* **WHAT YOU SHOULD DO**
Reproduce the data below verbatim from the line containing "<button>−</button>" through its final line, and produce nothing more.

* **TASK MATERIAL**

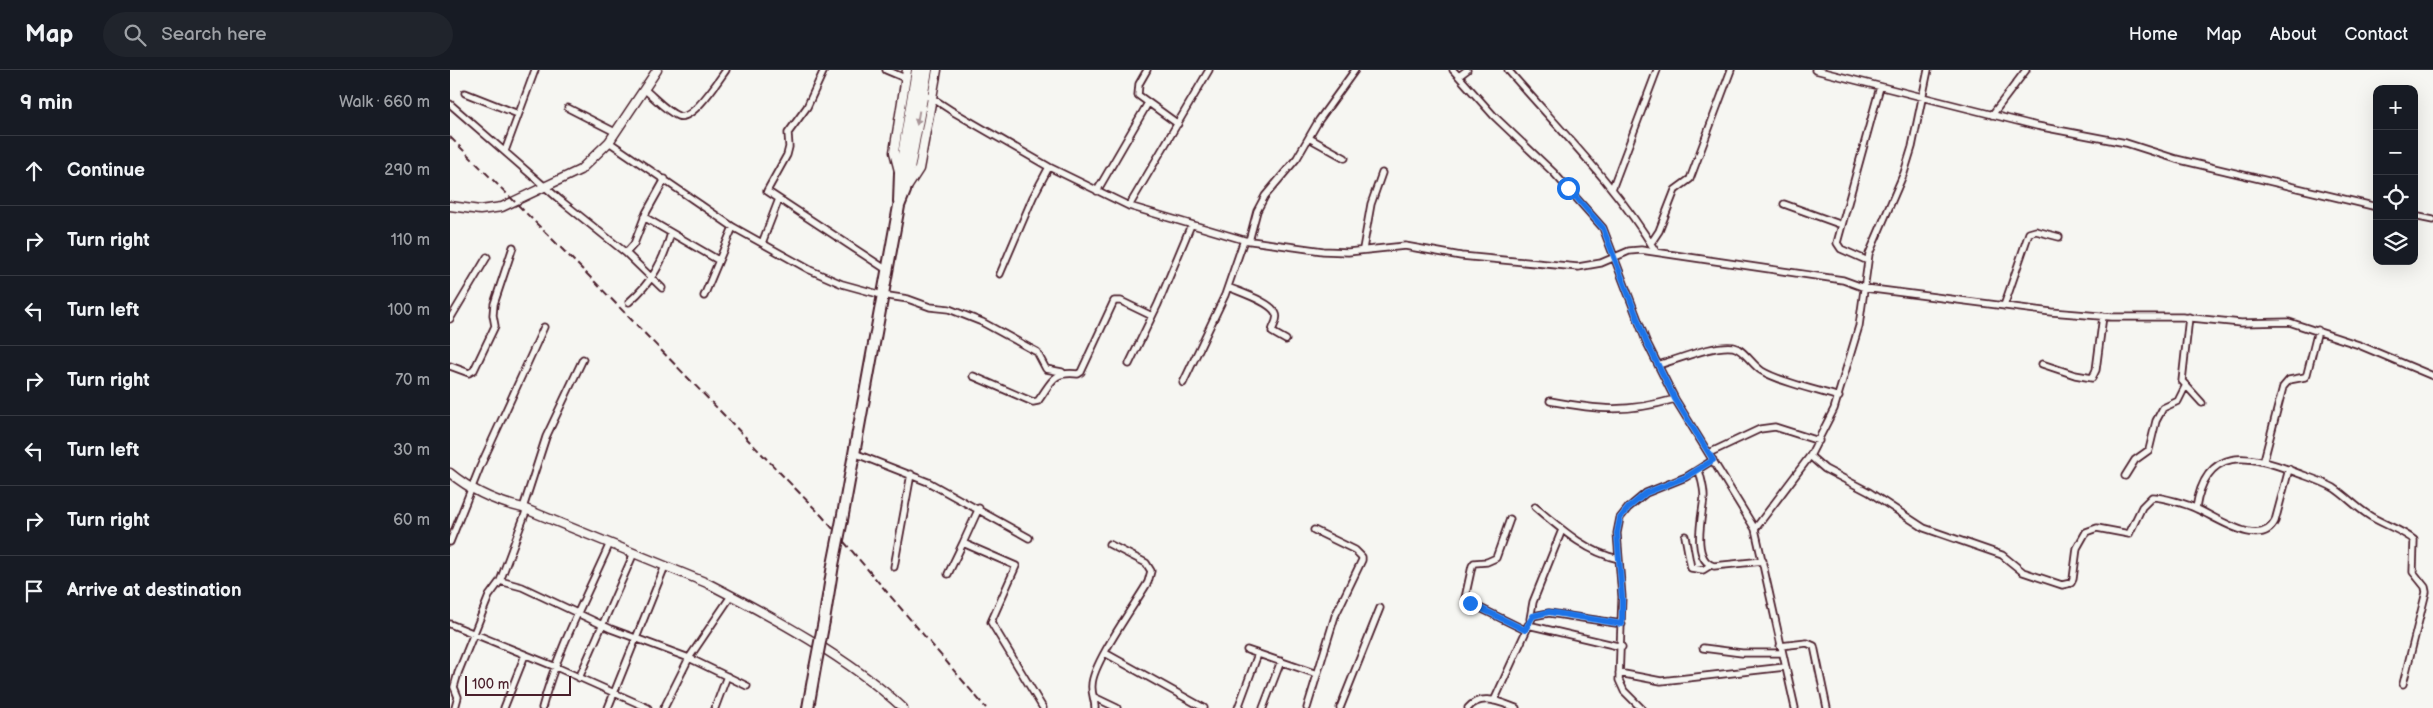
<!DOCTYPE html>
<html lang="en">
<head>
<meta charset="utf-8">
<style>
	:root { --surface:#171b24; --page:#20242c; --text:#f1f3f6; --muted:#9ea1a6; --line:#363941 }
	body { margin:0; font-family:"Balsamiq Sans",sans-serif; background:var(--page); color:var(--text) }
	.controls { position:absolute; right:15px; top:15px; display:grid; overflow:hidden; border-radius:10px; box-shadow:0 5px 20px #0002 }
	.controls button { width:45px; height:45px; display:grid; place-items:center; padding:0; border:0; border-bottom:1px solid var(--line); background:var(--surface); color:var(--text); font:25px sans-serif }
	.scale { position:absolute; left:15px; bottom:12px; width:106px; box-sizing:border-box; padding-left:5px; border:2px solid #4a1f2b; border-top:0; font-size:14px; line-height:18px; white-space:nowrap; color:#4a1f2b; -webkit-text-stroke:4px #f6f6f2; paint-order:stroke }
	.stop { position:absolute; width:15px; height:15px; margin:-11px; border:4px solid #1a73e8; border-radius:50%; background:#fff }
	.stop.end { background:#1a73e8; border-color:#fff; box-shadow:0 1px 5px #0008 }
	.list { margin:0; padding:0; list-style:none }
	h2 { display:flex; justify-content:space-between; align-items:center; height:65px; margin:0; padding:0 20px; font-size:21px }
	h2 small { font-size:16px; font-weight:400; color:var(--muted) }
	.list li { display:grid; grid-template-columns:32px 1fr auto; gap:15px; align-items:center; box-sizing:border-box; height:70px; padding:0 20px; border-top:1px solid var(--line) }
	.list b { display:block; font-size:19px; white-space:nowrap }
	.list em { font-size:16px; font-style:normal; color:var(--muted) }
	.icon { flex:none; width:28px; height:28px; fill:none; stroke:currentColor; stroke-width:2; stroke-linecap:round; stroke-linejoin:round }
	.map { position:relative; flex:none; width:1983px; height:638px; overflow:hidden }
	header { display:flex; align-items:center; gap:30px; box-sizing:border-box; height:70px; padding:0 25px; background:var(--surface); border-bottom:1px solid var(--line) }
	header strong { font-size:24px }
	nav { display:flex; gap:28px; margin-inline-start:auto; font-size:18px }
	.search { width:350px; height:45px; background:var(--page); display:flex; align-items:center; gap:12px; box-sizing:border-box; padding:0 18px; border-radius:28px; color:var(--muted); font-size:19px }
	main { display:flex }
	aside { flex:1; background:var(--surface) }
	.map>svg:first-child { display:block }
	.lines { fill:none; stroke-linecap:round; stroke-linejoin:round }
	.street-casing { stroke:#4a1f2b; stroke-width:9 }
	.secondary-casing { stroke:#4a1f2b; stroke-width:11 }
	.highway-casing { stroke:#4a1f2b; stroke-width:14 }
	.street { stroke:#f6f6f2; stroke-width:5.5 }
	.secondary { stroke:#f6f6f2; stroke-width:8 }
	.highway { stroke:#f6f6f2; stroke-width:10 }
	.rail { stroke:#4a1f2b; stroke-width:2; stroke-dasharray:8 4; stroke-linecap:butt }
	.highway-bridge-casing { stroke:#4a1f2b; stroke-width:14; stroke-linecap:butt }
	.highway-bridge { stroke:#f6f6f2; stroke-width:10 }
	.oneway { fill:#a99598 }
	.route { stroke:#1a73e8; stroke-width:6 }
</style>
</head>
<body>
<header>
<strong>Map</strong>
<div class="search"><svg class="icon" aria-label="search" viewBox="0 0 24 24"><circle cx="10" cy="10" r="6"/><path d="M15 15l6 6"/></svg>Search here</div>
<nav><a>Home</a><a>Map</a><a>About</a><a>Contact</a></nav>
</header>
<main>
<aside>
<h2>9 min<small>Walk · 660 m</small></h2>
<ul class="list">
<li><svg class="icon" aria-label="ahead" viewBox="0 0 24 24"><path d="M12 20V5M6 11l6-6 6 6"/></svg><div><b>Continue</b></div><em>290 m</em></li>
<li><svg class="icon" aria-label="right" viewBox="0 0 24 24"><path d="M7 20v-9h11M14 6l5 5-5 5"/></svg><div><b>Turn right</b></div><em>110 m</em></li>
<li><svg class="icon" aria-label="left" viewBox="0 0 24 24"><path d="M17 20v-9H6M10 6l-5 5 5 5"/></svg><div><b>Turn left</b></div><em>100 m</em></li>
<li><svg class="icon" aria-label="right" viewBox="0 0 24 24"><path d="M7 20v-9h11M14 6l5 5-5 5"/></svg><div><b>Turn right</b></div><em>70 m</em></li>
<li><svg class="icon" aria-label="left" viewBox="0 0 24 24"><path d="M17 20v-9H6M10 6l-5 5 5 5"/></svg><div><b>Turn left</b></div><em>30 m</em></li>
<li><svg class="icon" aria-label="right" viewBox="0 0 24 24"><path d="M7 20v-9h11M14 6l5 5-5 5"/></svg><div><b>Turn right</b></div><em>60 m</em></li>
<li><svg class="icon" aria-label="arrive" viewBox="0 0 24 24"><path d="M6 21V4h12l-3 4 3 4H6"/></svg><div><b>Arrive at destination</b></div></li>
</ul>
</aside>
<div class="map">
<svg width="1983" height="638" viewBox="0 0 1983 638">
	<rect width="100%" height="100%" fill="#f6f6f2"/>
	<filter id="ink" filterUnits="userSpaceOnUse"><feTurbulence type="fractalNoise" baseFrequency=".02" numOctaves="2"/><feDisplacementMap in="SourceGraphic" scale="10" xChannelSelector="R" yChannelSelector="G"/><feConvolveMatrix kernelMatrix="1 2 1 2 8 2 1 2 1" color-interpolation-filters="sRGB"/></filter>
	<g filter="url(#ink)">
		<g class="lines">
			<defs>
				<path id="street" d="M374 0 357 37 338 63 339 77 337 85 317 121 437 200
					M436 0 455 8
					M697 0 689 14 688 25 728 54
					M1003 0 1044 46 1104 103 1153 158 1196 271 1225 329 1305 459 1345 638
					M1058 0C1109 59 1166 115 1206 182
					M1365 0 1587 56 1676 73 1726 89 1927 137
					M1009 6 1017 0
					M194 19C205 28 216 41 228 46 242 52 268 11 276 0
					M15 23 68 44
					M471 24 482 28 502 41 599 97 679 136 794 170 873 181 898 182 955 176 1011 186 1128 197 1151 193 1179 181 1191 180 1393 210 1415 218 1601 242 1662 247H1732L1791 253 1839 252 1909 275 1983 306
					M0 34 110 130 176 183 212 218
					M118 38 165 62
					M1542 45 1576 0
					M859 68 895 88
					M159 72 283 157 360 200 392 214 432 225 458 229 480 237 499 239 532 252 587 282 596 299 612 302
					M55 81 85 0
					M1162 119 1207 0
					M647 121 698 33
					M1334 134 1392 155
					M679 136 759 0
					M1964 146 1983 150
					M194 147 268 190
					M799 171 807 141 815 126 847 88 869 50 905 0
					M312 173 329 129
					M1201 173 1209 161 1225 120 1240 109 1281 0
					M913 179 921 134 932 103
					M176 183 184 174 196 143 215 109
					M1418 191 1391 179 1387 173 1430 17
					M550 204 583 127 599 97
					M778 217C789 222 822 232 826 244 829 250 822 257 822 262L836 270
					M254 226 283 157
					M179 232C202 212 213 192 221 163
					M1554 236 1579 163 1586 161 1609 167
					M1739 247 1732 311 1752 333
					M0 249 37 187
					M679 294 708 234 741 155
					M1592 294 1625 305 1642 308 1646 300 1653 246
					M1208 295C1227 290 1264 274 1283 277 1294 279 1302 295 1312 301 1330 312 1367 320 1389 327
					M0 296 19 303 24 300 45 256 43 245 44 234 63 177
					M523 306 583 332 588 331C602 312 602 301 628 304L631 302 664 231H671L702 246
					M733 313 775 225 794 170
					M1100 331C1148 340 1177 343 1225 329
					M404 383 478 412 579 468
					M1259 383 1310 359 1325 357 1369 371
					M1360 386 1375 399 1419 422 1474 458 1552 485 1573 502 1612 515 1621 513 1623 509 1627 478 1636 462 1647 458 1679 464 1692 437 1702 427C1712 427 1737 434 1747 439 1766 447 1811 480 1825 451L1839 399
					M1814 390 1833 317 1839 310 1855 307 1857 304 1868 260
					M1249 400C1251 409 1254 417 1254 427 1253 443 1240 490 1264 496L1313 491
					M1675 406 1685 390 1699 380 1706 351 1713 338 1728 331 1735 317
					M1085 437C1111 459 1136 482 1169 489
					M73 438 96 367 133 289
					M1746 438C1756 375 1798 384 1845 402 1858 407 1872 411 1884 418 1896 426 1905 436 1917 444 1931 454 1951 459 1964 470L1963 502 1975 517 1976 522 1953 614
					M1060 449 1046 488 1037 492 1024 493 1022 496 1015 528 1020 533 1075 560
					M1305 459 1360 386 1384 339 1409 256 1419 184 1454 103 1462 77 1478 0
					M1235 466 1241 498 1253 500 1261 495
					M0 472 30 397 94 257
					M513 473 529 438
					M444 497 461 404
					M498 504 513 473 566 496 541 552 593 638
					M50 511 72 517 161 559 239 588 297 616
					M1080 549 1083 532 1112 460
					M0 554 106 597 198 638
					M1078 555 1172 577
					M1330 576 1357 573 1364 576 1377 638
					M1253 578 1292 583H1331
					M797 580 867 604
					M655 583 754 638
					M1169 603 1211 611 1335 597
					M129 608 184 483
					M644 627 667 638
					M1044 631 1083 546 1099 543 1172 554
					M5 638 8 627 4 617 8 603 39 526 50 511 77 439
					M54 638 75 585
					M92 638C107 581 136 527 160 473
					M158 638 215 496
					M214 638 239 588 281 526
					M265 638 277 606
					M645 638C645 630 641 623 642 615 642 594 686 533 698 512L701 501 696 493 659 474
					M788 638 808 584
					M813 638 831 591
					M857 638 885 546 912 490V487L905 480 864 460
					M890 638 930 538
					M1018 638C1031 623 1049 632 1066 638
					M1191 638 1174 621 1169 610 1172 527 1167 463 1170 448 1178 438 1196 423 1236 407 1263 390"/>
				<path id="secondary" d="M449 101 444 82 457 0
					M458 116 469 99 487 0
					M0 136 30 140 52 137 130 100 159 72 207 0
					M0 403C22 421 46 432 73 438L257 513C323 547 399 588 453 638"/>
				<path id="highway" d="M449 132 450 103 467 0
					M392 450 449 136 455 121 477 0
					M374 551 383 495
					M358 638 365 598"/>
			</defs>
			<use href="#street" class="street-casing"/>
			<use href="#secondary" class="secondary-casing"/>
			<use href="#highway" class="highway-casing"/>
			<use href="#street" class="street"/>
			<use href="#secondary" class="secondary"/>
			<use href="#highway" class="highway"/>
			<path class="rail" d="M0 67 140 207 372 446 536 638"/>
			<defs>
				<path id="highway-bridge" d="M383 495 392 450
					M365 598 374 551"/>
			</defs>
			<use href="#highway-bridge" class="highway-bridge-casing"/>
			<use href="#highway-bridge" class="highway-bridge"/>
		</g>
		<defs><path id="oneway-solid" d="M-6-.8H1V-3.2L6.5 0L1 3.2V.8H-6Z" transform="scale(1.25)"/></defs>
		<use class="oneway" href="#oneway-solid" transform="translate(468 48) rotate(100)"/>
	</g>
	<g class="lines" filter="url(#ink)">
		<path class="route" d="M1020 533 1075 560 1083 546 1099 542 1172 554V527L1167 463 1170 448 1178 438 1196 423 1236 407 1263 390 1225 329 1196 271 1153 158 1118 118"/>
	</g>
</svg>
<div class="controls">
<button>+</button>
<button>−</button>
<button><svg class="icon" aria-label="locate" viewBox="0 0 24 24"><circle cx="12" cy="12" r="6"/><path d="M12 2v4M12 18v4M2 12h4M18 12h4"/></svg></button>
<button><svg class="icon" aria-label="layers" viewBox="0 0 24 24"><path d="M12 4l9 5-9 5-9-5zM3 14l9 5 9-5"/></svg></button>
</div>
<div class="scale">100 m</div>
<div class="stop" style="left:1118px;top:118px"></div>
<div class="stop end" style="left:1020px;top:533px"></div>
</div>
</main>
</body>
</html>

* **RESPONSE BOX**
<button>−</button>
<button><svg class="icon" aria-label="locate" viewBox="0 0 24 24"><circle cx="12" cy="12" r="6"/><path d="M12 2v4M12 18v4M2 12h4M18 12h4"/></svg></button>
<button><svg class="icon" aria-label="layers" viewBox="0 0 24 24"><path d="M12 4l9 5-9 5-9-5zM3 14l9 5 9-5"/></svg></button>
</div>
<div class="scale">100 m</div>
<div class="stop" style="left:1118px;top:118px"></div>
<div class="stop end" style="left:1020px;top:533px"></div>
</div>
</main>
</body>
</html>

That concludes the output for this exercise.